Plaintiff also challenges those provisions of the act that establish an apprentice system for embalmers and require funeral directors to have, or be employed in, a fixed place of business. Since plaintiff does not seek a certificate as an embalmer, and we have held that he need not have one in order to receive a certificate as a funeral director, he is not affected by the requirement that embalmers serve an apprenticeship. Nor is he affected by the provision directed at itinerant funeral directors, for the record shows that he owns a mortuary. "A court will consider the validity of a statutory provision only at the instance of one who is directly affected by it, [citations,] unless, indeed, the unconstitutional feature is so pervasive as to render the entire act invalid." People v. Reiner, 6 Ill.2d 337, 341.

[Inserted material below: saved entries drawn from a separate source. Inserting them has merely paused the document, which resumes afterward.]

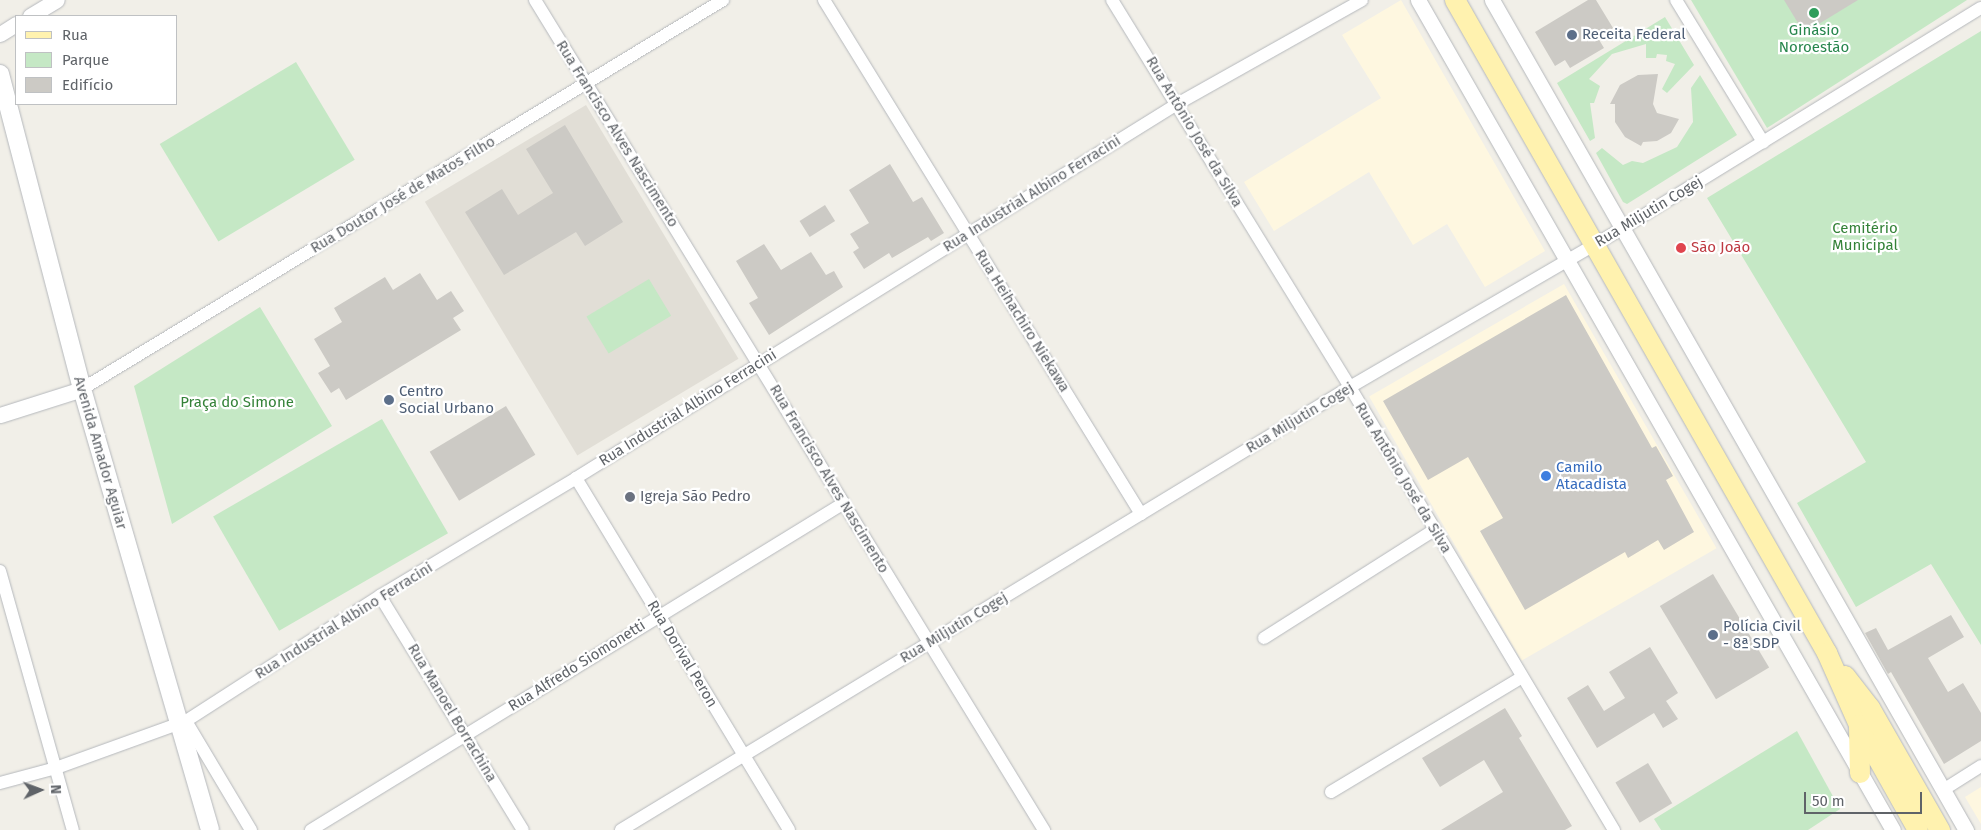 <!DOCTYPE html>
<html>
<head>
<meta charset="utf-8">
<style>
  body { margin:0 }
  #map { position:relative; width:1981px; height:830px; overflow:hidden; background:#f1efe8; font-family:"Fira Sans",sans-serif }
  div>[style] { position:absolute }
  [style*='--x'] { left:calc(var(--x)*1px); top:calc(var(--y)*1px); width:calc(var(--w)*1px); rotate:calc(var(--a)*1deg) }
  .commercial>* { inset:0; background:#fef7e0; transform-origin:0 0 }
  .education>* { inset:0; background:#e1ded6; transform-origin:0 0 }
  .green>* { inset:0; background:#c5e8c5; transform-origin:0 0 }
  .building>* { inset:0; background:#cccac5; transform-origin:0 0 }
  .roads { filter:drop-shadow(0 0 1px #b5b8bc) drop-shadow(0 0 1px #b5b8bc) }
  .minor>* { height:12px; margin:-6px; padding:0 6px; transform-origin:6px; border-radius:6px; background:#fff }
  .tertiary>* { height:15px; margin:-7.5px; padding:0 7.5px; transform-origin:7.5px; border-radius:7.5px; background:#fff }
  .secondary>* { height:18px; margin:-9px; padding:0 9px; transform-origin:9px; border-radius:9px; background:#fff }
  .primary>* { height:20px; margin:-10px; padding:0 10px; transform-origin:10px; border-radius:10px; background:#fff2af }
  .dots>* { width:14px; height:14px; translate:-50% -50%; box-sizing:border-box; border:2px solid #fff; border-radius:50% }
  span { translate:-50% -50%; white-space:nowrap; text-align:center; line-height:1.15; -webkit-text-stroke:4.5px #fff; paint-order:stroke }
  .leisure-label { font-size:15px; color:#27864d }
  .service-label { font-size:15px; color:#4e5e75 }
  .left { translate:0 -50%; text-align:left }
  .street-label { font-size:15px; color:#5f6368 }
  .park-label { font-size:15px; color:#348238 }
  .health-label { font-size:15px; color:#be3a42 }
  .shop-label { font-size:15px; color:#366cbe }
  .worship-label { font-size:15px; color:#5b616d }
  .legend { position:absolute; left:15px; top:15px; width:162px; height:90px; box-sizing:border-box; background:#fff; border:1px solid #bfc1c3; margin:0; padding:6px 9px; list-style:none; font-size:15px; color:#5f6368 }
  .legend li { display:flex; align-items:center; gap:10px; height:25px }
  .legend b { width:25px; border:1px solid #bfc1c3 }
  .north { position:absolute; left:15px; top:765px; width:50px; height:50px; -webkit-text-stroke:4px #fff; paint-order:stroke; rotate:88deg; font-size:14px; font-weight:700; line-height:20px; text-align:center; color:#5f6368 }
  .north::after { content:''; display:block; margin:auto; width:18px; height:22px; background:#5f6368; clip-path:polygon(50% 0,100% 100%,50% 72%,0 100%) }
  .scale { position:absolute; left:1804px; top:792px; width:118px; height:22px; box-sizing:border-box; border:2px solid #5f6368; border-top:0; padding-left:6px; font-size:15px; line-height:18px; white-space:nowrap; color:#5f6368; -webkit-text-stroke:4px #fff; paint-order:stroke }
</style>
</head>
<body>
<div id="map">
  <div class="commercial">
    <div style="clip-path:polygon(1401px 0,1545px 251px,1485px 287px,1447px 224px,1413px 245px,1369px 172px,1274px 231px,1244px 182px,1381px 98px,1342px 35px)"></div>
    <div style="left:1564px;top:284px;width:305px;height:225px;rotate:60deg"></div>
    <div style="clip-path:polygon(1981px 787px,1981px 824px,1965px 797px)"></div>
  </div>
  <div class="education">
    <div style="left:586px;top:105px;width:296px;height:188px;rotate:59deg"></div>
  </div>
  <div class="green">
    <div style="clip-path:polygon(1691px 0,1967px 0,1767px 128px)"></div>
    <div style="clip-path:polygon(1665px 17px,1694px 65px,1667px 93px,1662px 89px,1675px 64px,1666px 61px,1667px 55px,1657px 54px,1656px 58px,1646px 58px,1646px 44px,1612px 54px,1589px 79px,1600px 86px,1594px 103px,1590px 103px,1595px 138px,1590px 141px,1557px 83px)"></div>
    <div style="clip-path:polygon(1981px 31px,1981px 645px,1931px 564px,1856px 607px,1797px 503px,1866px 462px,1707px 198px)"></div>
    <div style="left:296px;top:62px;width:114px;height:159px;rotate:59deg"></div>
    <div style="clip-path:polygon(1700px 75px,1737px 135px,1627px 204px,1623px 202px,1596px 153px,1602px 148px,1623px 165px,1632px 161px,1643px 163px,1677px 147px,1693px 122px,1691px 88px)"></div>
    <div style="left:649px;top:279px;width:43px;height:73px;rotate:59deg"></div>
    <div style="clip-path:polygon(260px 307px,332px 426px,172px 524px,134px 386px)"></div>
    <div style="left:382px;top:419px;width:132px;height:195px;rotate:60deg"></div>
    <div style="clip-path:polygon(1797px 731px,1840px 809px,1808px 830px,1661px 830px,1654px 819px)"></div>
  </div>
  <div class="building">
    <div style="clip-path:polygon(1588px 0,1596px 0,1613px 28px,1598px 38px,1604px 48px,1570px 68px,1565px 60px,1555px 66px,1535px 32px)"></div>
    <div style="clip-path:polygon(1784px 0,1858px 0,1804px 33px)"></div>
    <div style="clip-path:polygon(1658px 74px,1653px 104px,1657px 113px,1679px 119px,1671px 133px,1657px 141px,1643px 142px,1641px 146px,1625px 137px,1615px 122px,1615px 104px,1610px 104px,1620px 85px,1638px 75px)"></div>
    <div style="clip-path:polygon(565px 125px,623px 222px,585px 246px,576px 232px,504px 275px,465px 212px,502px 189px,518px 215px,553px 193px,526px 149px)"></div>
    <div style="clip-path:polygon(890px 164px,913px 202px,922px 197px,944px 233px,931px 241px,928px 237px,892px 258px,889px 253px,864px 269px,853px 252px,859px 248px,850px 234px,869px 223px,849px 190px)"></div>
    <div style="left:825px;top:205px;width:19px;height:30px;rotate:58deg"></div>
    <div style="clip-path:polygon(764px 244px,781px 270px,811px 252px,826px 275px,834px 271px,843px 287px,769px 335px,749px 303px,758px 298px,736px 261px)"></div>
    <div style="clip-path:polygon(420px 273px,437px 300px,451px 291px,464px 311px,453px 318px,461px 330px,346px 400px,339px 388px,331px 393px,318px 373px,330px 366px,314px 339px,342px 322px,334px 308px,385px 277px,393px 290px)"></div>
    <div style="clip-path:polygon(1566px 295px,1652px 448px,1656px 446px,1673px 476px,1666px 480px,1694px 532px,1664px 550px,1658px 540px,1628px 558px,1625px 552px,1525px 610px,1480px 531px,1503px 518px,1468px 457px,1428px 480px,1383px 401px)"></div>
    <div style="left:506px;top:406px;width:57px;height:89px;rotate:59deg"></div>
    <div style="left:1713px;top:574px;width:109px;height:62px;rotate:59deg"></div>
    <div style="clip-path:polygon(1951px 615px,1964px 637px,1928px 658px,1948px 692px,1963px 683px,1981px 713px,1981px 741px,1944px 764px,1891px 672px,1888px 674px,1865px 633px,1876px 628px,1888px 650px)"></div>
    <div style="clip-path:polygon(1650px 647px,1678px 693px,1666px 701px,1678px 719px,1663px 728px,1654px 713px,1597px 748px,1567px 698px,1588px 685px,1604px 711px,1625px 698px,1609px 672px)"></div>
    <div style="clip-path:polygon(1505px 708px,1522px 736px,1519px 738px,1572px 826px,1565px 830px,1441px 830px,1503px 792px,1484px 760px,1440px 787px,1422px 758px)"></div>
    <div style="left:1648px;top:763px;width:47px;height:38px;rotate:59deg"></div>
  </div>
  <div class="roads">
    <div class="minor">
      <div style="--x:535;--y:0;--w:974;--a:58.48"></div>
      <div style="--x:824;--y:0;--w:604;--a:58.34"></div>
      <div style="--x:1112;--y:0;--w:454;--a:58.4"></div>
      <div style="--x:1350;--y:387;--w:516;--a:59.21"></div>
      <div style="--x:1676;--y:0;--w:167;--a:58.5"></div>
      <div style="--x:82;--y:389;--w:750;--a:-31.25"></div>
      <div style="--x:576;--y:478;--w:411;--a:58.8"></div>
      <div style="--x:0;--y:571;--w:269;--a:74.3"></div>
      <div style="--x:380;--y:596;--w:274;--a:58.6"></div>
      <div style="--x:1264;--y:638;--w:201;--a:-32.4"></div>
      <div style="--x:186;--y:721;--w:127;--a:59.2"></div>
      <div style="--x:0;--y:783;--w:58;--a:-15"></div>
      <div style="--x:56;--y:768;--w:138;--a:-19.9"></div>
      <div style="--x:186;--y:721;--w:231;--a:-32.8"></div>
      <div style="--x:380;--y:596;--w:229;--a:-31"></div>
      <div style="--x:576;--y:478;--w:708;--a:-31.89"></div>
      <div style="--x:1177;--y:104;--w:212;--a:-29.3"></div>
      <div style="--x:1943;--y:790;--w:45;--a:-32.3"></div>
      <div style="--x:1331;--y:792;--w:222;--a:-31"></div>
      <div style="--x:311;--y:830;--w:625;--a:-31.53"></div>
      <div style="--x:621;--y:830;--w:853;--a:-31.29"></div>
      <div style="--x:1350;--y:387;--w:316;--a:-30.2"></div>
      <div style="--x:1623;--y:228;--w:420;--a:-31.6"></div>
    </div>
    <div class="tertiary">
      <div style="--x:1418;--y:0;--w:956;--a:60.22"></div>
      <div style="--x:1492;--y:0;--w:956;--a:60.27"></div>
      <div style="--x:30;--y:16;--w:31;--a:-31"></div>
      <div style="--x:0;--y:34;--w:19;--a:-32"></div>
      <div style="--x:0;--y:415;--w:86;--a:-17.6"></div>
    </div>
    <div class="secondary">
      <div style="--x:0;--y:74;--w:325;--a:75.4"></div>
      <div style="--x:82;--y:389;--w:459;--a:73.8"></div>
    </div>
    <div class="primary">
      <div style="--x:1455;--y:0;--w:752;--a:60.33"></div>
      <div style="--x:1827;--y:653;--w:79;--a:66"></div>
      <div style="--x:1859;--y:725;--w:120;--a:60.7"></div>
      <div style="--x:1845;--y:676;--w:41;--a:52"></div>
      <div style="--x:1870;--y:708;--w:141;--a:60.2"></div>
      <div style="--x:1859;--y:727;--w:46;--a:88.8"></div>
    </div>
  </div>
  <div class="dots">
    <div style="left:1814px;top:13px;background:#2e9e5b"></div>
    <div style="left:1572px;top:35px;background:#5c6f8a"></div>
    <div style="left:1681px;top:248px;background:#e0444e"></div>
    <div style="left:389px;top:400px;background:#5c6f8a"></div>
    <div style="left:1546px;top:476px;background:#3f7fe0"></div>
    <div style="left:630px;top:497px;background:#6b7280"></div>
    <div style="left:1713px;top:635px;background:#5c6f8a"></div>
  </div>
  <div class="leisure-label">
    <span style="left:1814px;top:39px">Ginásio<br>Noroestão</span>
  </div>
  <div class="service-label">
    <span class="left" style="left:1582px;top:35px">Receita Federal</span>
    <span class="left" style="left:399px;top:400px">Centro<br>Social Urbano</span>
    <span class="left" style="left:1723px;top:635px">Polícia Civil<br>- 8ª SDP</span>
  </div>
  <div class="street-label">
    <span style="left:1194px;top:132px;rotate:59deg">Rua Antônio José da Silva</span>
    <span style="left:617px;top:134px;rotate:58deg">Rua Francisco Alves Nascimento</span>
    <span style="left:1032px;top:194px;rotate:-32deg">Rua Industrial Albino Ferracini</span>
    <span style="left:403px;top:195px;rotate:-31deg">Rua Doutor José de Matos Filho</span>
    <span style="left:1649px;top:212px;rotate:-31deg">Rua Miljutin Cogej</span>
    <span style="left:1022px;top:321px;rotate:58deg">Rua Heihachiro Niekawa</span>
    <span style="left:688px;top:408px;rotate:-32deg">Rua Industrial Albino Ferracini</span>
    <span style="left:1300px;top:418px;rotate:-31deg">Rua Miljutin Cogej</span>
    <span style="left:100px;top:453px;rotate:74deg">Avenida Amador Aguiar</span>
    <span style="left:1403px;top:478px;rotate:59deg">Rua Antônio José da Silva</span>
    <span style="left:829px;top:479px;rotate:59deg">Rua Francisco Alves Nascimento</span>
    <span style="left:344px;top:621px;rotate:-32deg">Rua Industrial Albino Ferracini</span>
    <span style="left:954px;top:628px;rotate:-31deg">Rua Miljutin Cogej</span>
    <span style="left:682px;top:654px;rotate:59deg">Rua Dorival Peron</span>
    <span style="left:577px;top:666px;rotate:-32deg">Rua Alfredo Siomonetti</span>
    <span style="left:452px;top:713px;rotate:59deg">Rua Manoel Borrachina</span>
  </div>
  <div class="park-label">
    <span style="left:1865px;top:237px">Cemitério<br>Municipal</span>
    <span style="left:237px;top:403px">Praça do Simone</span>
  </div>
  <div class="health-label">
    <span class="left" style="left:1691px;top:248px">São João</span>
  </div>
  <div class="shop-label">
    <span class="left" style="left:1556px;top:476px">Camilo<br>Atacadista</span>
  </div>
  <div class="worship-label">
    <span class="left" style="left:640px;top:497px">Igreja São Pedro</span>
  </div>
  <ul class="legend">
  <li><b style="height:6px;background:#fff2af"></b>Rua</li>
  <li><b style="height:14px;background:#c5e8c5"></b>Parque</li>
  <li><b style="height:14px;background:#cccac5"></b>Edifício</li>
  </ul>
  <div class="north">N</div>
  <div class="scale">50 m</div>
</div>
</body>
</html>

Plaintiff argues that the section relating to the conduct of examinations unlawfully delegates power. "The Department shall hold examinations of applicants for certificates of registration as registered funeral directors at such times and places as it may determine. The examination may include both practical demonstrations and written and oral tests and shall embrace the subjects of sanitary science, health regulations in relation to the handling of dead human bodies, measures used by funeral directors for the prevention of the spread of diseases, and such other subjects relating to the care and handling of dead human bodies as the Department by rule may prescribe." (Ill. Rev. Stat. 1955, chap. 111 1/2, par. 73.6.) Specifically, the plaintiff argues that it would be futile to take the examination for a funeral director's certificate because the board is authorized to include questions covering the field of embalming, and is not limited to questions concerning the qualifications of funeral directors. Plaintiff has not taken the examination, and we cannot assume improper questioning by the board. Plaintiff has not been injured or affected by this section of the statute, and is therefore precluded from questioning its constitutionality. People v. Reiner, 6 Ill.2d 337, 341; Elliott v. University of Illinois, 365 Ill. 338, 346; Kettles v. People, 221 Ill. 221, 233; Williams v. People, 121 Ill. 84, 90.
The trial court held the entire act invalid. In our opinion, however, the provision which requires that funeral directors hold certificates as embalmers is not so integrated with the other provisions of the statute as to make the whole act unconstitutional. (See Ill. Rev. Stat. 1955, chap. 111 1/2, par. 73.30.) The act can readily be administered without that provision. For this reason the decree must be reversed and the cause remanded, with directions to enter a decree in accordance with the views expressed in this opinion.
Reversed and remanded, with directions.